On determination of distribution of nitrogen dioxide sources in the troposphere using detailed measurements of GSA/Resurs-P No.2

Nitrogen oxides (NO_x=NO+NO₂) plays a major role in the destruction of ozone in the stratosphere and its formation in the troposphere. Since 2013, a series of Russian Resurs-P satellites has been operating in sun-synchronous orbit. The GSA hyperspectral equipment installed on board the Resurs-P records scattered solar radiation in the spectral range of 430–520 nm, which is used to determine the content of such an impurity as nitrogen dioxide in the atmosphere. We have developed a method for determining the 2D field of NO₂ content based on Resurs-P GSA measurements, which allows us to obtain the NO₂  content with a spatial resolution of about 2.4 km with a typical accuracy of 1.0x10¹⁵ molecules/cm2 for space measurements on a 120 m data grid [1], which exceeds the spatial resolution of other modern satellite instruments. Its use made it possible in 2016 to identify for the first time point anthropogenic sources of impurity on an enterprise scale based on measurements from space [1]. A chemical transport model with high spatial resolution was developed to interpret the measurements [2].

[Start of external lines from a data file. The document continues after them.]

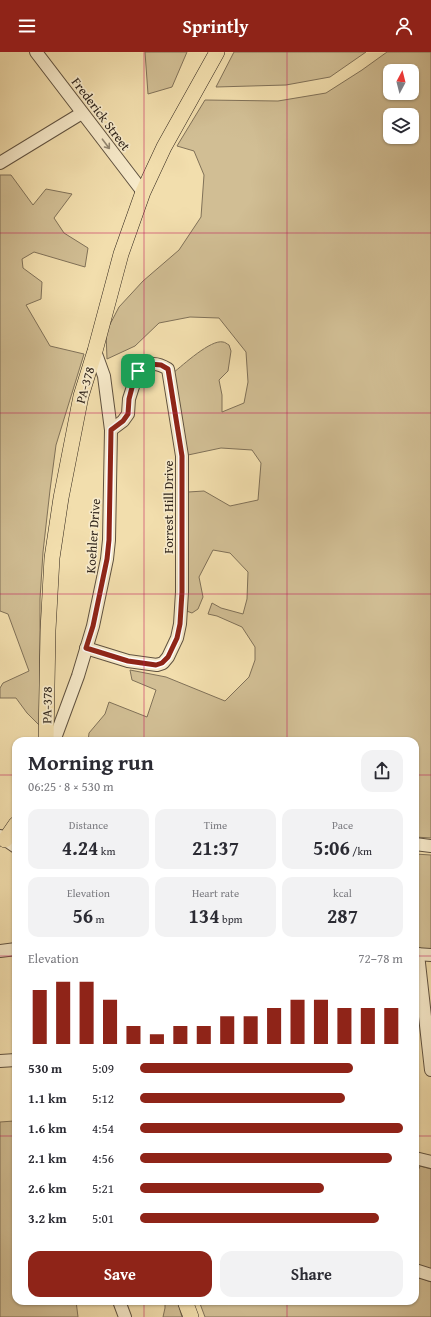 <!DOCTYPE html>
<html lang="en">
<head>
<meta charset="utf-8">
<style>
	body { margin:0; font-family:"Gentium Book Plus",serif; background:#f2f2f3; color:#2b2b33; height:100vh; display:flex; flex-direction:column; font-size:15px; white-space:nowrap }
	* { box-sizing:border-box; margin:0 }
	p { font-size:13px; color:#7c7c81 }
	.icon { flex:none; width:22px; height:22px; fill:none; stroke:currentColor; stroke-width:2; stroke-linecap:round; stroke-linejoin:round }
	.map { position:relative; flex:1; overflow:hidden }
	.drawer { position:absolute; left:12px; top:685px; width:407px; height:568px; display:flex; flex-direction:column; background:#fff; border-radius:12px; box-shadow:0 1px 3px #0004 }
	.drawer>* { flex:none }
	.needle { width:26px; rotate:7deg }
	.controls { position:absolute; left:383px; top:12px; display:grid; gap:8px }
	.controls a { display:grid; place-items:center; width:36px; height:36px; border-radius:8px; background:#fff; box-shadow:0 1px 3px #0004; font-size:20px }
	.pin { position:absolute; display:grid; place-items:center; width:34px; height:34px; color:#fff; margin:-17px; border-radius:8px; box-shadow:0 2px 6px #0006 }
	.round { display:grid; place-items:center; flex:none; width:42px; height:42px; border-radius:12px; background:#f2f2f3 }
	.overview { display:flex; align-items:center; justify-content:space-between; height:68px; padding:0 16px }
	h1 { font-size:22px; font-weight:800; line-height:30px }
	.figures { display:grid; grid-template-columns:repeat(3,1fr); gap:6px; height:68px; padding:4px 16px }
	.figures div { display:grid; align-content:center; border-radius:10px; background:#f2f2f3; text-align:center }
	.figures b { font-size:20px; font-weight:800 }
	.figures small { font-size:11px; font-weight:400 }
	.figures p { font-size:11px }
	.chart { height:112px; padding:8px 16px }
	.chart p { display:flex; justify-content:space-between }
	.chart svg { width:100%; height:72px; margin-top:4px; stroke:#8f2418; stroke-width:6 }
	.primary-button { display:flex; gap:8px; margin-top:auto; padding:8px 16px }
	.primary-button a { flex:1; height:46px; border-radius:12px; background:#8f2418; color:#fff; font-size:16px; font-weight:800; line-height:46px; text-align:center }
	.primary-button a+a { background:#f2f2f3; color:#2b2b33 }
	ul { padding:0 16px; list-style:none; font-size:13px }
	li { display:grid; grid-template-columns:64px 48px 1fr; align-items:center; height:30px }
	li i { height:10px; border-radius:5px; background:#8f2418 }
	header { display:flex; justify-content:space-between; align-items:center; height:52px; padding:0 16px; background:#8f2418; color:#fff; font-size:18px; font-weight:800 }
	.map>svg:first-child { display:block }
	.green { fill:#d1be94; stroke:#807158; fill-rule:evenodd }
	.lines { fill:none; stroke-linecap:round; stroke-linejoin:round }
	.minor-casing { stroke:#605240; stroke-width:14 }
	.major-casing { stroke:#2f241b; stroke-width:16 }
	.minor { stroke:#f7eaca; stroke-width:12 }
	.major { stroke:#f2dead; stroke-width:15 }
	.oneway { stroke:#938772 }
	.route-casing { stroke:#fff; stroke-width:8 }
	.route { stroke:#8f2418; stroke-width:5 }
	.grid { fill:none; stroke:#c2185b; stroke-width:1; stroke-opacity:0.55 }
	.labels { text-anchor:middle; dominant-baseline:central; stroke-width:3.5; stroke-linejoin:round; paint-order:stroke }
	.street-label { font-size:13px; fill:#2f241b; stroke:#f7eaca }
</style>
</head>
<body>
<header><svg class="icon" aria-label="menu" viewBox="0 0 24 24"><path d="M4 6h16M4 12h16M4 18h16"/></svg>Sprintly<svg class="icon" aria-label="person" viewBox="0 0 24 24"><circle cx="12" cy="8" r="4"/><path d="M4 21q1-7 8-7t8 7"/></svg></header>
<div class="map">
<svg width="431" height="1265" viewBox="0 0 431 1265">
	<rect width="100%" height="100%" fill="#f2dead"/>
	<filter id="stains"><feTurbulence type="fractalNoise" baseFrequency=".005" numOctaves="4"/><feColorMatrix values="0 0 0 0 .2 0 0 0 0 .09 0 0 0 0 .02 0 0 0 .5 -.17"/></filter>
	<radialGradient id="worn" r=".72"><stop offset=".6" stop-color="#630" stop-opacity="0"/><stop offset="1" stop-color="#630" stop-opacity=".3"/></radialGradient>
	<g class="green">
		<path d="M 145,0 L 187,0 L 172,35 L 148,42 Z"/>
		<path d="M 234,0 L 366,0 L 330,25 L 286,33 L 216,35 Z"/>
		<path d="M 387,0 L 431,0 L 431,786 L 415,785 L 415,689 L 88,689 L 89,681 L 105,662 L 109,650 L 147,665 L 156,638 L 132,628 L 130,618 L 166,625 L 225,649 L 249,625 L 255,608 L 255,595 L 242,575 L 217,564 L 208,562 L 212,551 L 221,556 L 243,562 L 247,547 L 248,520 L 230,501 L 213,498 L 199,525 L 203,545 L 198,557 L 192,561 L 184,558 L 188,440 L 204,439 L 230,454 L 258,448 L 261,411 L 252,398 L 221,396 L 188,403 L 173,321 C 183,313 211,287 223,290 C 225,290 227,292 229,293 L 231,299 L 228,319 L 219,328 L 222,343 L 222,360 L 244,351 L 248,330 L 246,300 L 219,266 L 190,265 L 159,271 L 135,294 L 107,307 L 106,280 L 119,255 L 143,229 L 179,198 L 201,165 L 204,123 L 194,99 L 177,94 L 205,48 L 278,49 L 326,41 L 362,18 ZM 390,19 L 412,19 L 412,41 L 390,41 ZM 390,63 L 412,63 L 412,85 L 390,85 Z"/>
		<path d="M 0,123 L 11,123 L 33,153 L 46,137 L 72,142 L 54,166 L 64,181 L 88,196 L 85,215 L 34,200 L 22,207 L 23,216 L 42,230 L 41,247 L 26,253 L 50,294 L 84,302 L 56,393 L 50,438 L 43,500 L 40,547 L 40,674 L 27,661 L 16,646 L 0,646 L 0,636 L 3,631 L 29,619 L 8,562 L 0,559 Z"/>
		<path d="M 415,802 L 431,803 L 431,897 L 415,896 Z"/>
		<path d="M 14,1069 L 16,1074 L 16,1249 L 76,1249 L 78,1265 L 0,1265 L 0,1070 Z"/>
		<path d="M 420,1114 L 431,1117 L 431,1217 L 415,1212 L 415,1126 Z"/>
		<path d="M 415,1224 L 431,1230 L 431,1265 L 205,1265 L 199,1249 L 415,1249 Z"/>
		<path d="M 165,1249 L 177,1249 L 182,1265 L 163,1265 L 165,1256 Z"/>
	</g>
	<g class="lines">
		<defs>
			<g id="minor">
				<path d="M 36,0 L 143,140"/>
				<path d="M 0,111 L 82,61"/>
				<path d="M 86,596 L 128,609 L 157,613 L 163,611 L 168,605 L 177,586 L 180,572 L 182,540 L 182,404 L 168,317 C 155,309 149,311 138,319 L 129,347 L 128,362 L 123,369 L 111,378"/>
				<path d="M 54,689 L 78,624 L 93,574 L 107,507 L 109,488 L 111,378 L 104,324 L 95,299"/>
				<path d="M 0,784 L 16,795"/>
				<path d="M 415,792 L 431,794"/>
				<path d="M 0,899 L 16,897"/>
				<path d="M 415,902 L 431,903"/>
				<path d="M 418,902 L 431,1018"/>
				<path d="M 0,1009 L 16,1008"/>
				<path d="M 415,1106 L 431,1110"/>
				<path d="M 415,1218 L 431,1223"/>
				<path d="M 119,1249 L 125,1265"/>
			</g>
			<g id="major">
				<path d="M 46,689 L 48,578 L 52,506 L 61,446 L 81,344 L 95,299 L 121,202 L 143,140 L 164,95 L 217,0"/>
				<path d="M 5,788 L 16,772"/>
				<path d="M 185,1249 L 191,1265"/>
			</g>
		</defs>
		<use href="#minor" class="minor-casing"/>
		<use href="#major" class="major-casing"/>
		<use href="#minor" class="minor"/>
		<use href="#major" class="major"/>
	</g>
	<defs><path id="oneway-shaft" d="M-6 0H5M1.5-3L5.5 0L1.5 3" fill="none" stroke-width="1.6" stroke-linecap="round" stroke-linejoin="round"/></defs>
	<use class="oneway" href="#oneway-shaft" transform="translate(106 92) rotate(53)"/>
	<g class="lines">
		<defs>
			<path id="route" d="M 150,312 L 161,313 L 168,317 L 182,404 L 182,540 L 180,572 L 177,586 L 168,605 L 162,611 L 156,613 L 128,609 L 86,596 L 93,574 L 107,507 L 109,488 L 111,378 L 123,369 L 128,362 L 129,347 L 134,328 L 138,319 Z"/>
		</defs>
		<use href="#route" class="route-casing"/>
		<use href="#route" class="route"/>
	</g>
	<path class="grid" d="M 144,0 L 144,689M 287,0 L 287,689M 0,181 L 431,181M 0,361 L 431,361M 0,542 L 431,542M 0,723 L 16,723M 415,723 L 431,723M 0,904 L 16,904M 415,904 L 431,904M 0,1084 L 16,1084M 415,1084 L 431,1084M 144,1249 L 144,1265M 287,1249 L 287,1265"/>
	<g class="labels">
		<g class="street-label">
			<text transform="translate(101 62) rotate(53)">Frederick Street</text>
			<text transform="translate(85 333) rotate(-74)">PA-378</text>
			<text transform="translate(168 455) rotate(-90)">Forrest Hill Drive</text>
			<text transform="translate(93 484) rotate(-86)">Koehler Drive</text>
			<text transform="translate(47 653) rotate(-89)">PA-378</text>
		</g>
	</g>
	<rect width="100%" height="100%" filter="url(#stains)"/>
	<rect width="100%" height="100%" fill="url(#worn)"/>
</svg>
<div class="controls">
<a><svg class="needle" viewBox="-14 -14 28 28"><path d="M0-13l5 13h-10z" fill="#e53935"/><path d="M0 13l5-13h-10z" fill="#7c7c81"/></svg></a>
<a><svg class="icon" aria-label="layers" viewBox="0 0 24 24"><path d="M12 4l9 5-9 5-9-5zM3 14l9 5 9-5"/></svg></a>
</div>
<div class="pin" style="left:138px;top:319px;background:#1e9e55"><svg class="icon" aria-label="arrive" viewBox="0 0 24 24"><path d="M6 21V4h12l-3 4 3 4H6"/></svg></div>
<section class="drawer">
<div class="overview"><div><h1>Morning run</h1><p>06:25 · 8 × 530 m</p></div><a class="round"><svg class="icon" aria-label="share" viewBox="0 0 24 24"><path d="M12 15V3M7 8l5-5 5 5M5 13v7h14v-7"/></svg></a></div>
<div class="figures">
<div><p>Distance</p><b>4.24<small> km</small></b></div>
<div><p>Time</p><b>21:37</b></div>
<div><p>Pace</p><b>5:06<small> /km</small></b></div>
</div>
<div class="figures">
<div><p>Elevation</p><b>56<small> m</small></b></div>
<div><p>Heart rate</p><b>134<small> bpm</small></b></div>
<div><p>kcal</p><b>287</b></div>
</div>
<div class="chart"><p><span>Elevation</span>72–78 m</p>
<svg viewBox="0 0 160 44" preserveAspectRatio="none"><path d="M5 44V11M15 44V6M25 44V6M35 44V17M45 44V33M55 44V38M65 44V33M75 44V33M85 44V27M95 44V27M105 44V22M115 44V17M125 44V17M135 44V22M145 44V22M155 44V22"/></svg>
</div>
<ul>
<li><b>530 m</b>5:09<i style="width:81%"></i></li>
<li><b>1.1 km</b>5:12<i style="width:78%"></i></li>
<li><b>1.6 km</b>4:54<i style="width:100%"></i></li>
<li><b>2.1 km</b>4:56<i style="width:96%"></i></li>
<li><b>2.6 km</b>5:21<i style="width:70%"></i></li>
<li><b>3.2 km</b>5:01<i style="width:91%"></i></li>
</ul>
<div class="primary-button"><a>Save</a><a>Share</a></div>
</section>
</div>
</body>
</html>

The paper considers several methods for solving the inverse problem of determining the distribution of impurity sources based on the obtained highly detailed 2D fields of NO₂ content. At the first stage, a plume of NO2 distribution from a point stationary source was obtained based on the transport-chemical model. It was also shown that, at the observed NO₂ concentrations, the concentration in the plume linearly depends on the NO_x  emission rate. As a result, a linear model was adopted for the formation of the spatial distribution of NO₂ depending on the spatial distribution of sources.

The first constructed method for estimating the distribution of sources is a linear estimate of the minimum variance with a constraint on the operator residual. In the case under consideration, the algorithm can be implemented using the fast Fourier transform, which transforms the measurement model into a problem with a diagonal matrix describing the linear transformation of the direct problem. The second method we considered is the estimation of quadratic programming with a restriction on the reconstructed signal in the form of its positivity. The resulting algorithm is nonlinear. To calculate this estimate, the gradient projection algorithm is used. 

A significantly higher quality of restoration of the source distribution is shown when using the second approach.